[RECORDS Boundary: Start]

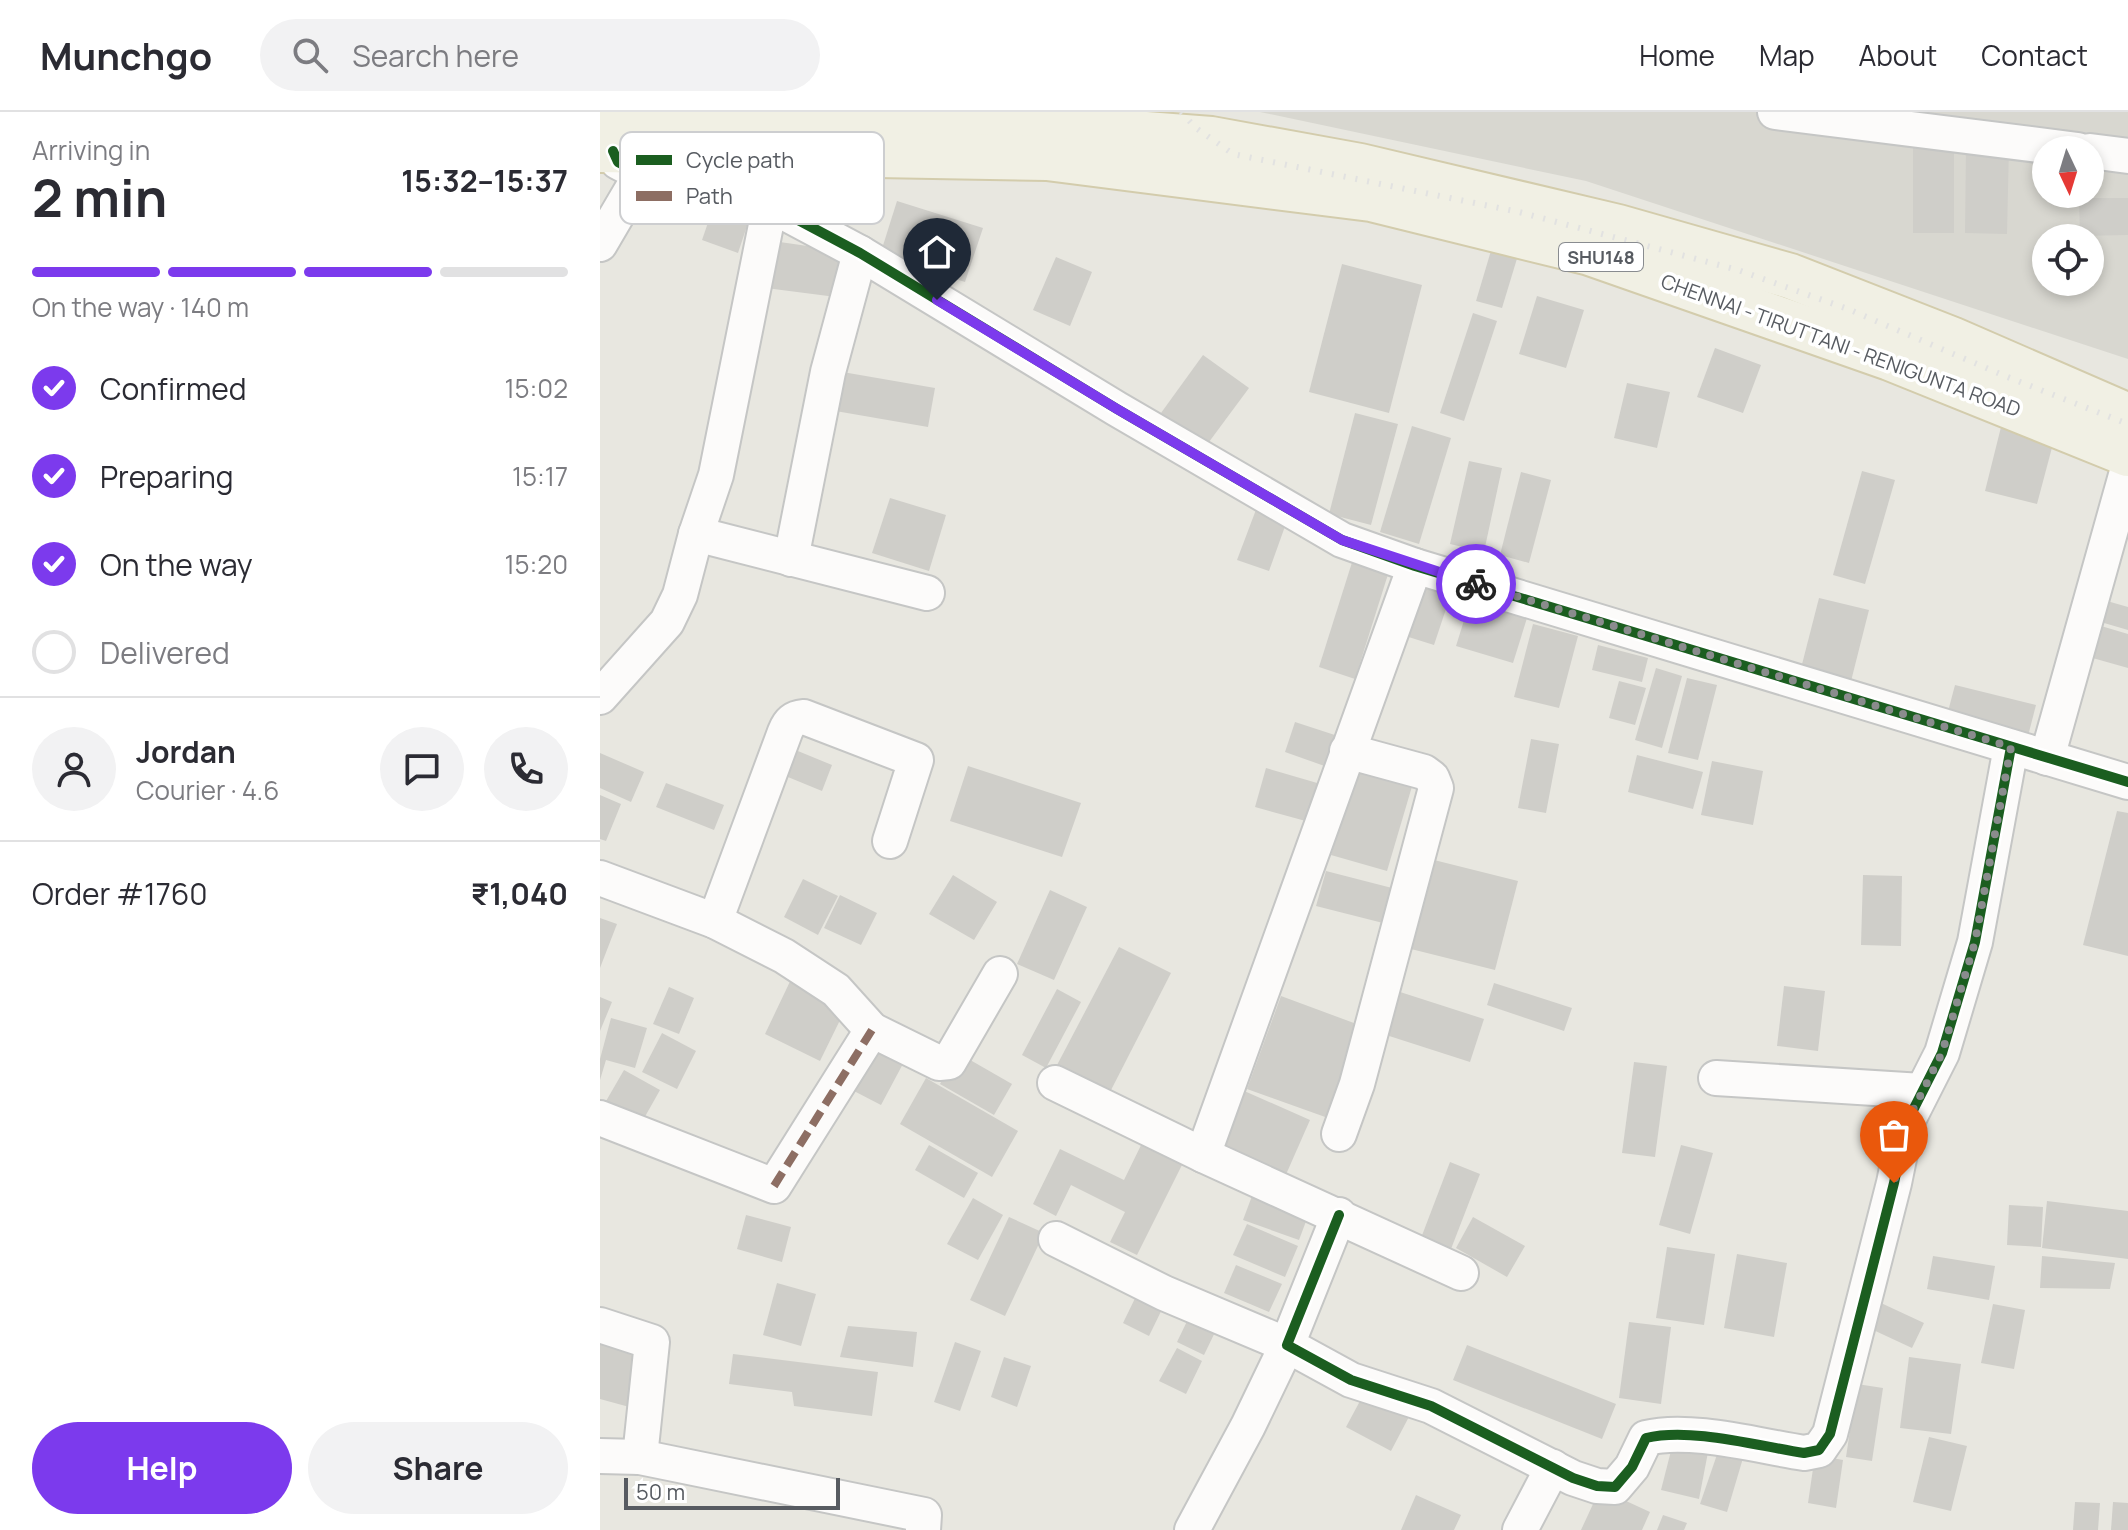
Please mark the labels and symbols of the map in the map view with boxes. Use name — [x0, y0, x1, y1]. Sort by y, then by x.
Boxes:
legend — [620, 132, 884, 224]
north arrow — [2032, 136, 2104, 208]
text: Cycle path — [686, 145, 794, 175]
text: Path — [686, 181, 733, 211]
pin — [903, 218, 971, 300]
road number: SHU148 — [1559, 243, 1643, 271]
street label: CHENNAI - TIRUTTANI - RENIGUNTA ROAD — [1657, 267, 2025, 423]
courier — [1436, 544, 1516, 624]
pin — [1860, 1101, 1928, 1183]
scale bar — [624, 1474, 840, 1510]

[RECORDS Boundary: End]
[RECORDS Boundary: Start]

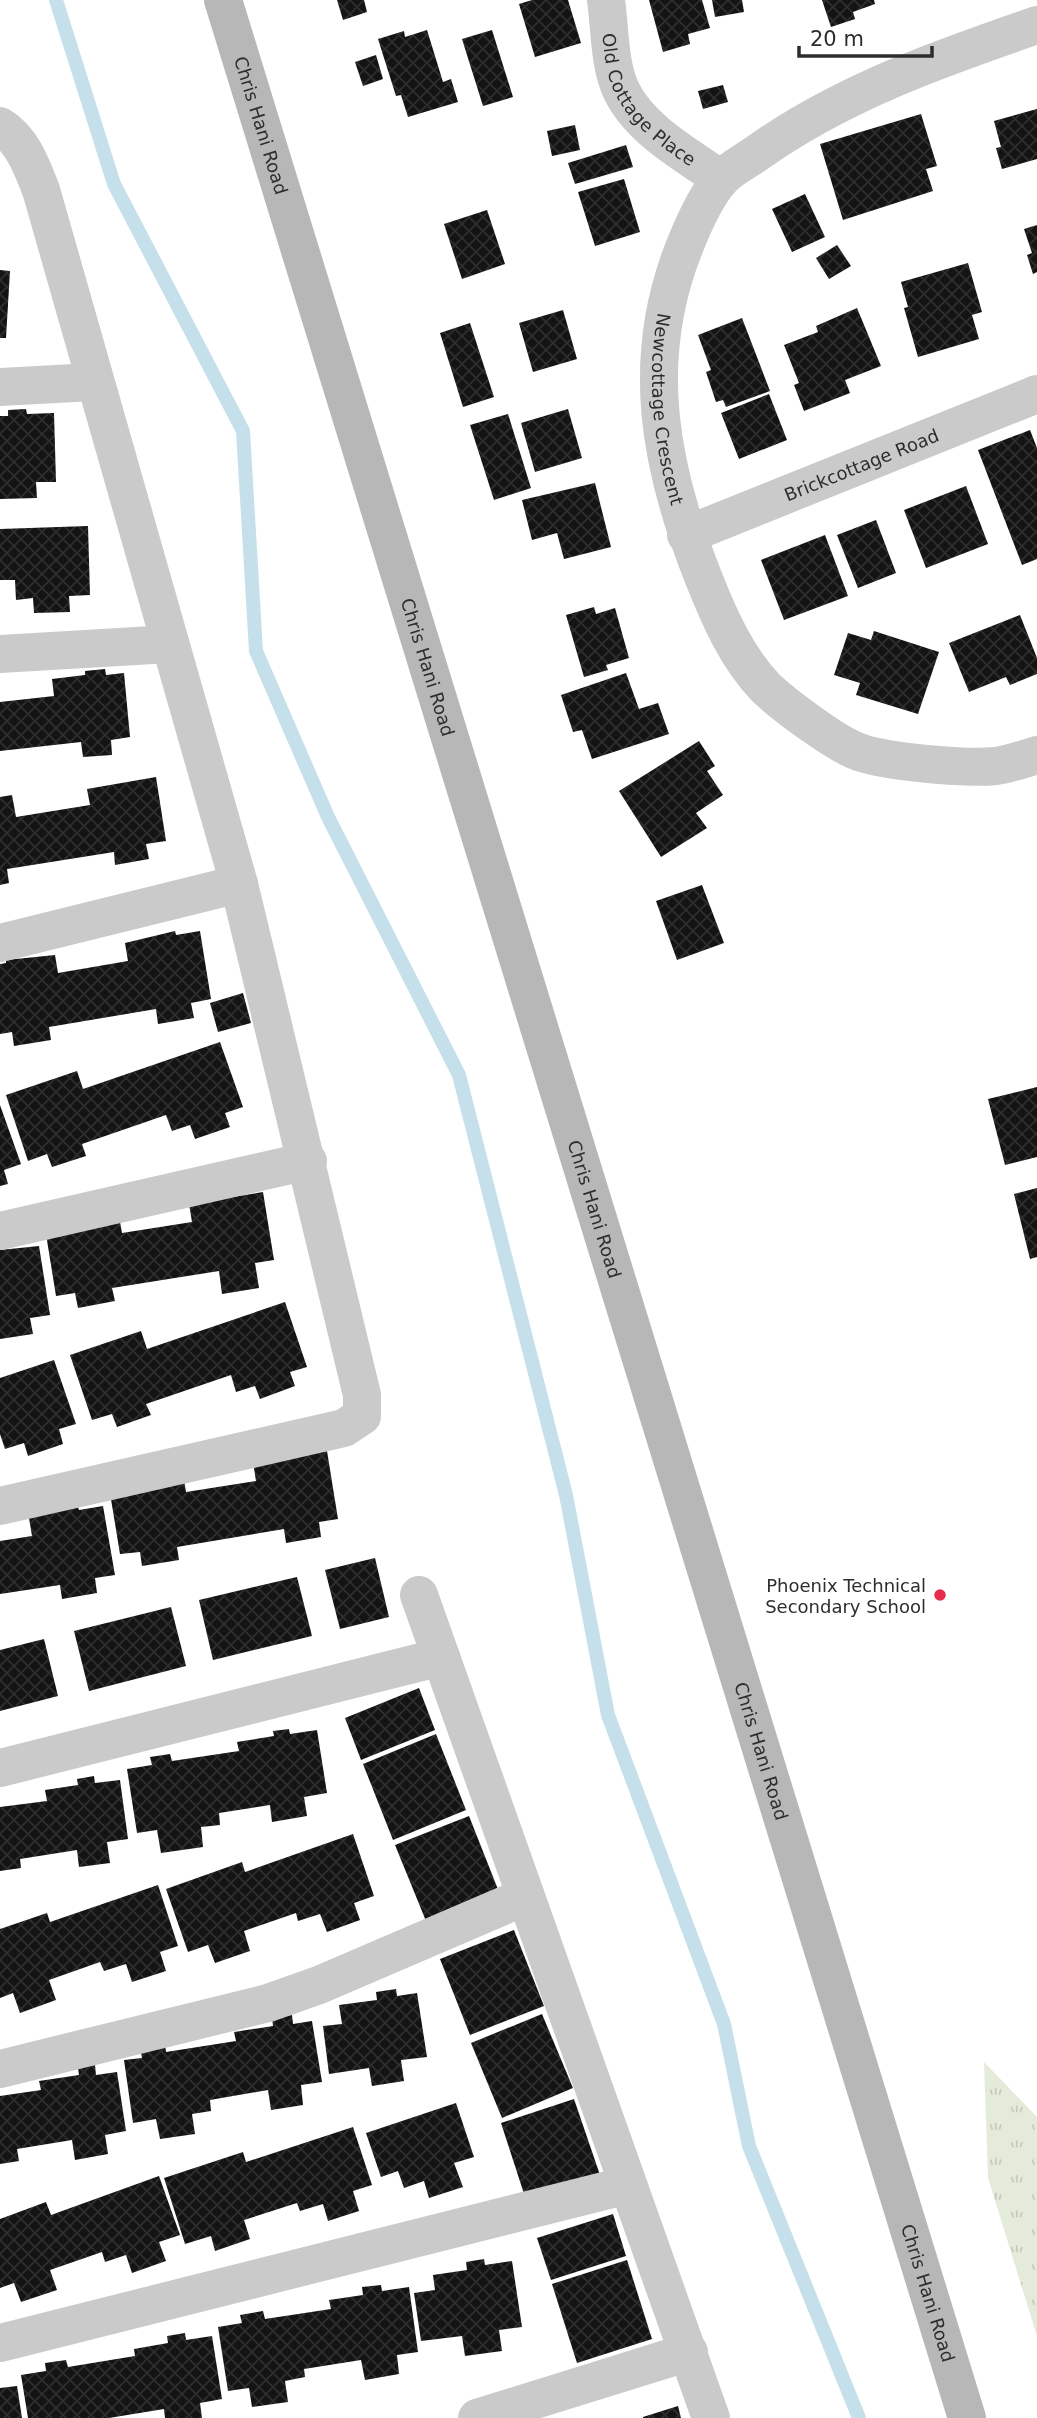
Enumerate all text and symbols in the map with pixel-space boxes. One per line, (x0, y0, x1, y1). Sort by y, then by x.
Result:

[RECORDS Boundary: End]

The answer must be all the lines above that hold the word "with".

Please mark the labels and symbols of the map in the map view with boxes. Use name — [x0, y0, x1, y1]. Sort by y, then by x.
Enumerate all text and symbols in the map with pixel-space boxes. One per line, (x0, y0, x1, y1). Sort by y, then by x.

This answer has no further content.